%%

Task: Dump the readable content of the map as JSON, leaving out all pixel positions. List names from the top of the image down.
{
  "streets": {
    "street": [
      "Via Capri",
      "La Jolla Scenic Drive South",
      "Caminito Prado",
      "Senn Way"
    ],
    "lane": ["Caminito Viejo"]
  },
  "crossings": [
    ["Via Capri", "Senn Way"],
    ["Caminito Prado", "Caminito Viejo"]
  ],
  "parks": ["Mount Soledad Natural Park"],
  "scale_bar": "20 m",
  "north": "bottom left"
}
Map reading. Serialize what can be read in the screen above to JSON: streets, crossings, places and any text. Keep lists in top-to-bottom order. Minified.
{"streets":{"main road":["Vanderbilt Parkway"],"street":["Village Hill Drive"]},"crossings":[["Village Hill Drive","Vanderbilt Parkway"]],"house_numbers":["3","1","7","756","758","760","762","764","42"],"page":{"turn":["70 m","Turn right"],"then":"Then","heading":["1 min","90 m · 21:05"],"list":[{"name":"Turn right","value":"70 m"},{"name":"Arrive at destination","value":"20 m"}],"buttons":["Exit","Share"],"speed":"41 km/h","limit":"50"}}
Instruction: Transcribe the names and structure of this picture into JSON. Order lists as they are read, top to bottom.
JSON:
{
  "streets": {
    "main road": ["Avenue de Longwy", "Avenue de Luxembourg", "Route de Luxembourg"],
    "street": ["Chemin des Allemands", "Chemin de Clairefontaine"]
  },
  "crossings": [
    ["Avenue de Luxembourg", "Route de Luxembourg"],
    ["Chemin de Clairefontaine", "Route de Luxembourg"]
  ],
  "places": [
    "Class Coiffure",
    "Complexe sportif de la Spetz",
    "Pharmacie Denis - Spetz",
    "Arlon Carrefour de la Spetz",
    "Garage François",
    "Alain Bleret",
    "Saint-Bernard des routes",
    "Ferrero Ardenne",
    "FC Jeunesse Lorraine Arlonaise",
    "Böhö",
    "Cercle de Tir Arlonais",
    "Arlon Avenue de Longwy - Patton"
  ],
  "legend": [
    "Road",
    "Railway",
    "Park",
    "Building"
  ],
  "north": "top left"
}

%%

Requirement ▸ Copy all of the entries above exactly as shown.

Problem solution ▸
Task: Dump the readable content of the map as JSON, leaving out all pixel positions. List names from the top of the image down.
{
  "streets": {
    "street": [
      "Via Capri",
      "La Jolla Scenic Drive South",
      "Caminito Prado",
      "Senn Way"
    ],
    "lane": ["Caminito Viejo"]
  },
  "crossings": [
    ["Via Capri", "Senn Way"],
    ["Caminito Prado", "Caminito Viejo"]
  ],
  "parks": ["Mount Soledad Natural Park"],
  "scale_bar": "20 m",
  "north": "bottom left"
}
Map reading. Serialize what can be read in the screen above to JSON: streets, crossings, places and any text. Keep lists in top-to-bottom order. Minified.
{"streets":{"main road":["Vanderbilt Parkway"],"street":["Village Hill Drive"]},"crossings":[["Village Hill Drive","Vanderbilt Parkway"]],"house_numbers":["3","1","7","756","758","760","762","764","42"],"page":{"turn":["70 m","Turn right"],"then":"Then","heading":["1 min","90 m · 21:05"],"list":[{"name":"Turn right","value":"70 m"},{"name":"Arrive at destination","value":"20 m"}],"buttons":["Exit","Share"],"speed":"41 km/h","limit":"50"}}
Instruction: Transcribe the names and structure of this picture into JSON. Order lists as they are read, top to bottom.
JSON:
{
  "streets": {
    "main road": ["Avenue de Longwy", "Avenue de Luxembourg", "Route de Luxembourg"],
    "street": ["Chemin des Allemands", "Chemin de Clairefontaine"]
  },
  "crossings": [
    ["Avenue de Luxembourg", "Route de Luxembourg"],
    ["Chemin de Clairefontaine", "Route de Luxembourg"]
  ],
  "places": [
    "Class Coiffure",
    "Complexe sportif de la Spetz",
    "Pharmacie Denis - Spetz",
    "Arlon Carrefour de la Spetz",
    "Garage François",
    "Alain Bleret",
    "Saint-Bernard des routes",
    "Ferrero Ardenne",
    "FC Jeunesse Lorraine Arlonaise",
    "Böhö",
    "Cercle de Tir Arlonais",
    "Arlon Avenue de Longwy - Patton"
  ],
  "legend": [
    "Road",
    "Railway",
    "Park",
    "Building"
  ],
  "north": "top left"
}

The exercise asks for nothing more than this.